The thought that our gadgets are spying on us isn’t a pleasant one, which is why a group of Columbia University researchers have created what they call “neural voice camouflage.”
This technology won’t necessarily stop a human listener from understanding someone if they’re snooping (you can give recordings a listen and view the source code at the link above). Rather, this is a system designed to stop devices equipped with microphones from transmitting automatically transcribed recordings. It’s quiet – just above a whisper – but can generate sound specifically modeled to obscure speech in real time so that conversations can’t be transcribed by software and acted upon or the text sent back to some remote server for processing.
The real-time capability is where the project seemingly has made a breakthrough: while speech-masking algorithms aren’t new, they’ve typically needed to hear an entire recording to obscure it. That means it’s essentially useless for protecting in real time real-world conversations.
“A key technical challenge to achieving this was to make it all work fast enough,” said Carl Vondrick, assistant professor of computer science at the US university and one of the researchers on the project.
According to Vondrick, the algorithm his team developed can stop a microphone-equipped AI model from interpreting speech 80 percent of the time, all without having to hear a whole recording, or knowing anything about the gadget doing the listening.
Mia Chiquier, a PhD candidate and the lead author of the study, describes the speech-masking algorithm as a “predictive attack” because it uses the previous two seconds of audio to forecast what’s likely to be said next, and then generating sound that will disrupt what it predicts, or similar sounding words.
“This attack will learn to ‘hedge the bet’ by finding a single, minimal pattern that robustly obstructs all upcoming possibilities,” the project’s paper, which will be presented at the International Conference on Learning Representations next week.
Of course, a gadget could record the audio of some chatter and send that off for, say, a human to review; this project is focused on the live, real-time thwarting of automatic speech recognition and transcription.
Testing its method, the team found that it worked in real-world conditions in a variety of rooms with different geometries.
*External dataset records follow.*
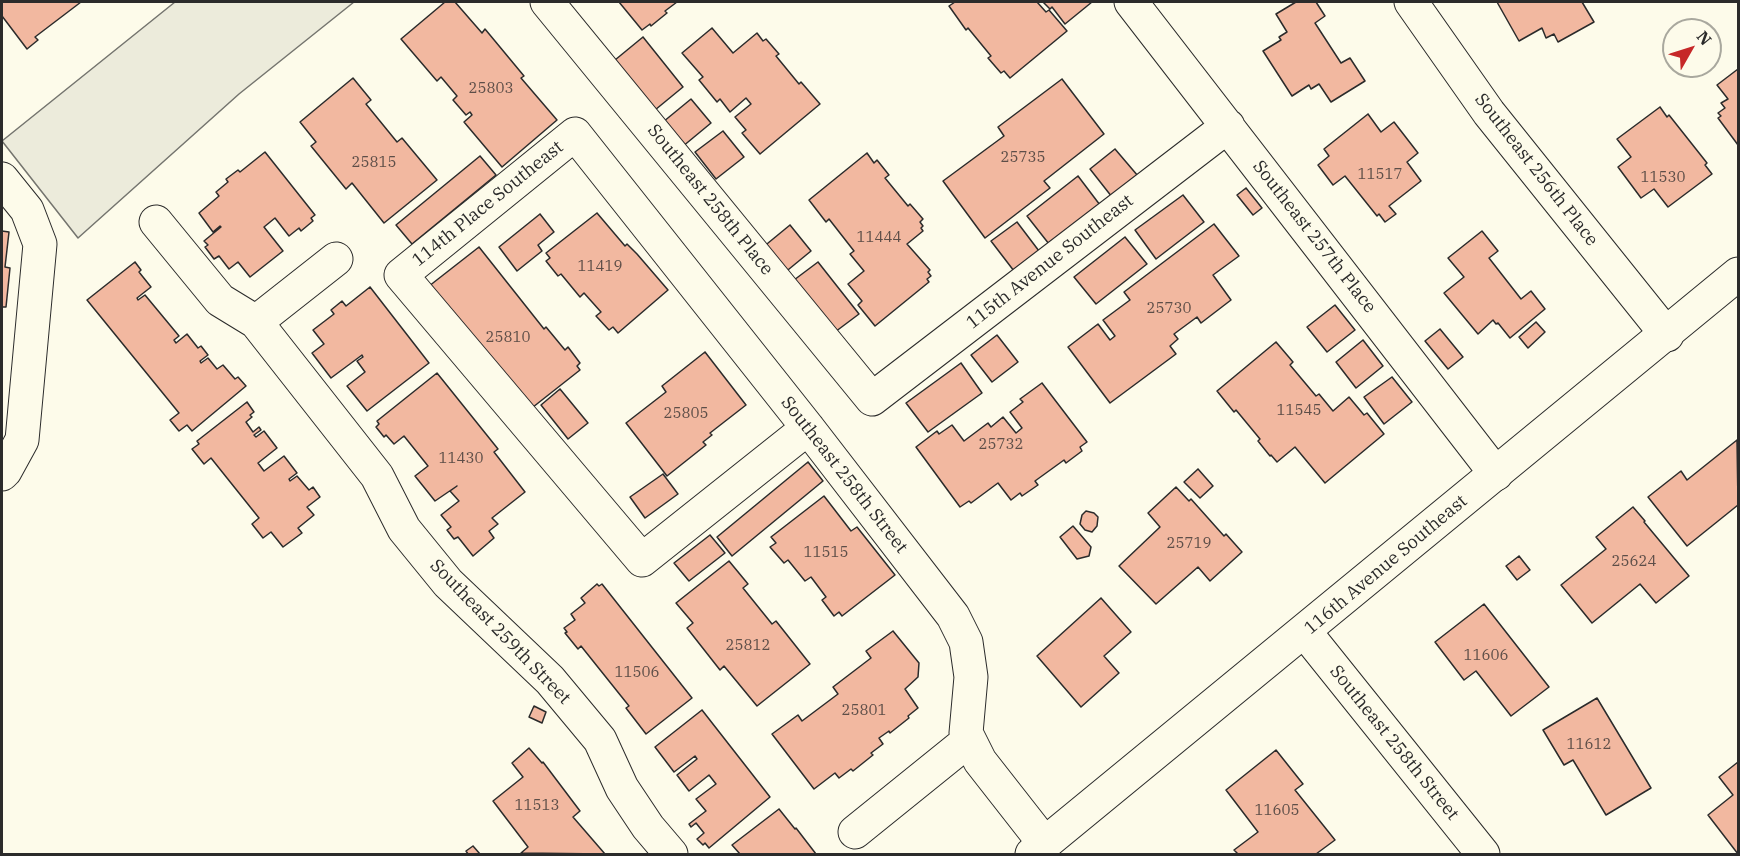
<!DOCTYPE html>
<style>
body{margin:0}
#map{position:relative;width:1740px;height:856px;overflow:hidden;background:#fdfbea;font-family:"IBM Plex Serif",serif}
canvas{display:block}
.frame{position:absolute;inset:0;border:3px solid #2b2b2b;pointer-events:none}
.north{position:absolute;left:1662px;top:18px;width:60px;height:60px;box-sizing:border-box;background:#fdfbea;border:2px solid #a9a89e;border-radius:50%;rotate:51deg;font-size:16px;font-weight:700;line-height:24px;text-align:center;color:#2b2b2b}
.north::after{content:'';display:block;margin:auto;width:21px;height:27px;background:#c62828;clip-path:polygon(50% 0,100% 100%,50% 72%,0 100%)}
</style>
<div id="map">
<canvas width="1740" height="856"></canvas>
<div class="frame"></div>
<div class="north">N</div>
</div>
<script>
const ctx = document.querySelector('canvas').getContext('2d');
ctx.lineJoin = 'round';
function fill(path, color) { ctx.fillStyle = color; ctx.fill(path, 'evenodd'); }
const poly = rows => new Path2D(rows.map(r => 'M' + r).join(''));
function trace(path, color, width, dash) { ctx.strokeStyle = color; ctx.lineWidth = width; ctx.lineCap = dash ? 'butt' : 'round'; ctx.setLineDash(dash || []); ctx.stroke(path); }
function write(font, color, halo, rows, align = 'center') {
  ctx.font = font + ' "IBM Plex Serif",serif'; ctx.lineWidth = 4.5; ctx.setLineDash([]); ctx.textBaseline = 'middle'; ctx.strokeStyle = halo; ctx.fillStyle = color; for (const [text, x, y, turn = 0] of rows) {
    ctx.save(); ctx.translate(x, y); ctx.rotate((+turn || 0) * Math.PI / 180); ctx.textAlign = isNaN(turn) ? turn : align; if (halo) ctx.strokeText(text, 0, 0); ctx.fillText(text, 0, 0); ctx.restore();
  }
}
const green = poly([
 [175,2,354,2,239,94,78,238,2,141,175,2]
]);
const building = poly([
 [2,2,81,2,35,37,38,40,27,49,2,16,2,2],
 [445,2,455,2,482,33,485,29,524,76,521,78,557,120,502,167,464,122,472,115,470,112,466,115,453,100,457,96,441,77,437,81,401,39,445,2],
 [619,2,677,2,665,11,667,13,651,26,650,24,642,30,619,2],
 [955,2,1037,2,1046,12,1049,10,1067,31,1010,78,1004,71,1001,73,988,58,991,56,968,28,966,30,949,6,955,2],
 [1043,2,1092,2,1065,24,1052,7,1050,9,1043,2],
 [1296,2,1316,2,1325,16,1315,23,1341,63,1350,58,1365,81,1331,102,1319,84,1311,89,1309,85,1292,96,1263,51,1281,40,1279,37,1287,32,1276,14,1296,2],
 [1497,2,1582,2,1594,22,1558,42,1554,34,1546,38,1542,28,1519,41,1497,2],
 [712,28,733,53,757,33,763,41,766,39,779,54,776,56,799,84,801,82,820,104,760,154,742,133,746,130,735,117,751,104,746,98,730,112,720,99,717,102,699,80,703,77,682,53,712,28],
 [643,37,683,87,655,110,615,60,643,37],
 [1738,69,1738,145,1718,118,1721,116,1718,113,1725,108,1721,103,1728,99,1717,85,1738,69],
 [353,78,371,100,366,104,397,142,402,138,437,180,384,223,352,183,346,189,311,146,316,142,300,122,353,78],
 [1062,79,1104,134,1044,181,1050,188,985,238,943,181,1004,136,998,127,1062,79],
 [691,99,711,123,682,147,663,122,691,99],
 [1660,107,1667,117,1669,115,1707,163,1705,165,1712,174,1668,207,1654,189,1641,198,1618,167,1631,157,1617,139,1660,107],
 [1368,114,1381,132,1394,122,1418,153,1407,162,1421,181,1389,206,1396,214,1385,222,1379,214,1377,216,1345,176,1333,185,1318,165,1329,156,1324,149,1368,114],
 [723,131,744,157,716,179,695,152,723,131],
 [1115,149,1138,176,1112,197,1090,169,1115,149],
 [265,152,315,215,311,218,313,221,301,231,299,228,289,236,275,218,264,227,283,251,250,277,238,262,229,269,219,256,214,259,205,247,208,245,204,241,221,227,220,226,213,232,199,213,219,196,216,192,228,182,226,179,238,170,240,172,265,152],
 [867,153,874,163,877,160,889,175,885,178,908,206,910,204,923,219,920,222,923,226,921,228,923,231,907,244,930,270,928,272,931,276,927,279,929,282,875,326,858,305,862,301,848,284,864,271,850,254,854,251,829,219,826,222,809,200,867,153],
 [480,156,496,175,412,244,396,225,480,156],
 [1078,176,1100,205,1049,244,1027,216,1078,176],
 [1246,188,1262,208,1253,215,1237,195,1246,188],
 [1183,195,1204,222,1156,259,1135,230,1183,195],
 [597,213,625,246,627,244,637,254,668,290,618,333,613,327,609,330,596,316,601,312,584,293,580,297,561,274,558,276,546,261,550,258,546,253,597,213],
 [540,214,554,232,538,245,542,251,517,271,499,247,540,214],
 [1017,222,1039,251,1014,271,991,241,1017,222],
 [1214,224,1239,256,1213,275,1231,300,1201,323,1197,317,1174,334,1178,339,1170,346,1176,354,1110,403,1068,347,1098,324,1110,340,1115,336,1103,320,1130,300,1124,292,1214,224],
 [790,225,811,251,783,274,762,248,790,225],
 [2,231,9,232,5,267,10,268,6,307,2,307,2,231],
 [1482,231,1498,251,1489,258,1521,299,1531,291,1545,309,1510,338,1498,323,1496,324,1493,320,1478,334,1444,293,1464,277,1448,258,1482,231],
 [1125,237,1147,264,1096,304,1074,277,1125,237],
 [479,247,544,329,546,327,565,350,568,347,580,363,577,366,580,370,528,411,424,290,479,247],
 [135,262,141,270,139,272,151,287,137,298,138,300,145,295,179,336,174,340,176,343,187,334,198,348,201,346,208,355,200,361,201,363,208,358,217,369,223,365,235,379,238,377,246,386,192,431,187,425,179,431,170,420,179,413,87,300,135,262],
 [818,262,859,314,831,335,790,283,818,262],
 [370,287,429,363,367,411,347,386,365,372,357,361,363,357,362,355,331,378,312,353,324,344,313,330,334,314,331,310,342,301,346,306,370,287],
 [1335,305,1355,330,1327,352,1307,327,1335,305],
 [1536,322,1545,332,1528,348,1519,337,1536,322],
 [1440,329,1463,357,1448,369,1425,341,1440,329],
 [997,335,1018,362,992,382,971,355,997,335],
 [1363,340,1383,366,1356,388,1336,362,1363,340],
 [1276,342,1293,362,1290,365,1316,396,1319,394,1333,411,1349,397,1364,415,1367,413,1384,434,1325,483,1295,447,1277,462,1271,455,1270,456,1258,441,1260,439,1236,410,1234,412,1217,391,1276,342],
 [705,352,746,405,710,433,712,435,703,442,706,445,667,476,626,423,666,392,662,386,705,352],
 [961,363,982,393,928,432,906,403,961,363],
 [437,373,498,449,494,452,525,492,492,518,498,524,489,531,494,538,473,556,458,537,454,539,447,530,451,527,441,515,459,501,450,491,457,486,435,501,415,476,428,466,404,436,394,444,386,435,384,437,376,427,379,424,377,421,437,373],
 [1392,377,1412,402,1384,424,1364,397,1392,377],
 [1042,383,1087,442,1080,447,1082,451,1066,463,1064,460,1035,481,1038,485,1022,496,1020,493,1011,500,998,483,971,503,969,501,960,507,916,447,937,431,939,434,952,425,964,441,988,423,991,427,1003,417,1016,433,1022,428,1010,412,1023,402,1020,399,1042,383],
 [560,389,588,423,568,439,541,405,560,389],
 [247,402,254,412,250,415,252,417,246,422,253,432,259,427,261,430,254,435,256,437,264,431,277,448,258,463,264,471,284,456,297,473,289,479,290,481,297,476,309,490,313,487,320,497,307,507,314,515,298,528,302,533,283,547,271,532,263,538,252,524,259,518,211,458,204,464,192,449,199,444,197,441,247,402],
 [1737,440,1738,505,1687,546,1648,497,1681,471,1687,480,1737,440],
 [808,462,823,481,732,556,717,537,808,462],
 [1198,469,1213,486,1200,498,1184,482,1198,469],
 [663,474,678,494,645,518,630,497,663,474],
 [1176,487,1189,501,1191,499,1224,536,1226,534,1242,552,1210,581,1198,567,1156,604,1119,566,1160,527,1148,513,1176,487],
 [824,496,851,531,857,527,895,575,842,616,839,612,834,616,822,600,826,597,811,577,805,581,788,560,784,563,770,547,776,543,771,537,824,496],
 [1633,507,1645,521,1644,522,1689,576,1656,603,1640,584,1592,623,1561,585,1606,549,1596,537,1633,507],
 [1086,511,1094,513,1098,517,1097,526,1092,532,1085,530,1080,524,1082,515,1086,511],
 [1073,526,1091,547,1089,556,1077,559,1060,537,1073,526],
 [710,535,725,553,689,581,674,563,710,535],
 [1519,556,1530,570,1517,580,1506,566,1519,556],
 [729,561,748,584,743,588,772,624,776,621,810,664,757,706,724,666,720,670,687,628,693,623,676,603,729,561],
 [597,584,599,586,602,584,692,698,646,734,626,708,629,706,581,646,578,649,565,633,567,632,564,628,575,620,571,614,585,603,581,598,597,584],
 [1101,598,1131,632,1104,656,1119,673,1081,707,1037,656,1101,598],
 [1484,604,1549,687,1511,716,1476,671,1464,680,1435,642,1484,604],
 [893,631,919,663,918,677,905,689,918,708,908,716,909,718,890,733,889,731,879,738,883,744,871,753,873,755,853,771,851,769,839,778,835,773,814,789,772,734,798,715,802,721,838,694,833,687,871,658,866,651,893,631],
 [1597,698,1651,788,1606,815,1573,760,1564,765,1543,730,1597,698],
 [534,706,546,712,542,723,529,717,534,706],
 [702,710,770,797,709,848,705,843,703,845,697,839,704,833,696,823,691,827,689,824,706,811,696,799,716,784,709,775,689,791,677,775,697,759,695,756,674,772,655,747,702,710],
 [529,748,542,763,543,762,580,811,573,817,605,854,521,853,528,847,493,801,523,777,512,763,529,748],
 [1276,750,1303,784,1295,790,1335,840,1316,854,1238,854,1234,850,1258,832,1226,790,1276,750],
 [1738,762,1738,854,1708,815,1733,795,1719,777,1738,762],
 [779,809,795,829,796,828,816,854,740,854,732,845,779,809],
 [473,846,480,854,468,854,466,851,473,846]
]);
const minor = poly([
 [547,2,872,399,1228,126],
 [1131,2,1496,474],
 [1411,2,1489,113,1667,335],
 [2,179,27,210,40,244,22,440,5,471,2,474],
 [156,222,220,300,256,322],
 [336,259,256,322,377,476,404,529,448,583,550,680,600,740,622,788,648,827,671,854],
 [808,428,642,560,401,275,575,134,808,428,953,616,966,642,971,677,966,733,980,761,1045,844],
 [1305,632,1483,854],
 [855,832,969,740]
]);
const major = poly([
 [1032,854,1738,274]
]);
const numberNames = [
 ["25803",491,89],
 ["25735",1023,158],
 ["25815",374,163],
 ["11517",1380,175],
 ["11530",1663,178],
 ["11444",879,238],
 ["11419",600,267],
 ["25730",1169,309],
 ["25810",508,338],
 ["11545",1299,411],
 ["25805",686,414],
 ["25732",1001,445],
 ["11430",461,459],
 ["25719",1189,544],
 ["11515",826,553],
 ["25624",1634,562],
 ["25812",748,646],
 ["11606",1486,656],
 ["11506",637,673],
 ["25801",864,711],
 ["11612",1589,745],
 ["11513",537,806],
 ["11605",1277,811]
];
const streetNames = [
 ["Southeast 256th Place",1536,170,52],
 ["Southeast 258th Place",710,200,51],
 ["114th Place Southeast",488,204,-39],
 ["Southeast 257th Place",1314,237,52],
 ["115th Avenue Southeast",1050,262,-38],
 ["Southeast 258th Street",844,475,52],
 ["116th Avenue Southeast",1386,565,-40],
 ["Southeast 259th Street",500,632,46],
 ["Southeast 258th Street",1394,743,51]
];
fill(green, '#ecebdb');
trace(green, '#74746e', 1.5);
fill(building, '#f2b8a0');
trace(building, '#2b2b2b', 1.5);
trace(minor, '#2b2b2b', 35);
trace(major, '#2b2b2b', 35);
trace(minor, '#fdfbea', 33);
trace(major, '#fdfbea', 33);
write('15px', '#5d4e48', null, numberNames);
write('18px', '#2b2b2b', '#fdfbea', streetNames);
</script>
Chiquier said the model works on a majority of English vocabulary, and that the team is working to extend it to other languages.
The research paper noted the project was driven entirely by the ethical considerations of ubiquitous speech-recognition technology, which University of Pennsylvania professor and machine learning researcher Jianbo Shi said needs to be reframed in a way similar to Ciquier and Vondrick’s study.
“Their work makes many of us think in the following direction: ask not what ethical AI can do for us, but what we can do for ethical AI … as a community, we need to consciously think about the human and societal impact of the AI technology we develop from the earliest research design phase,” Shi said. ®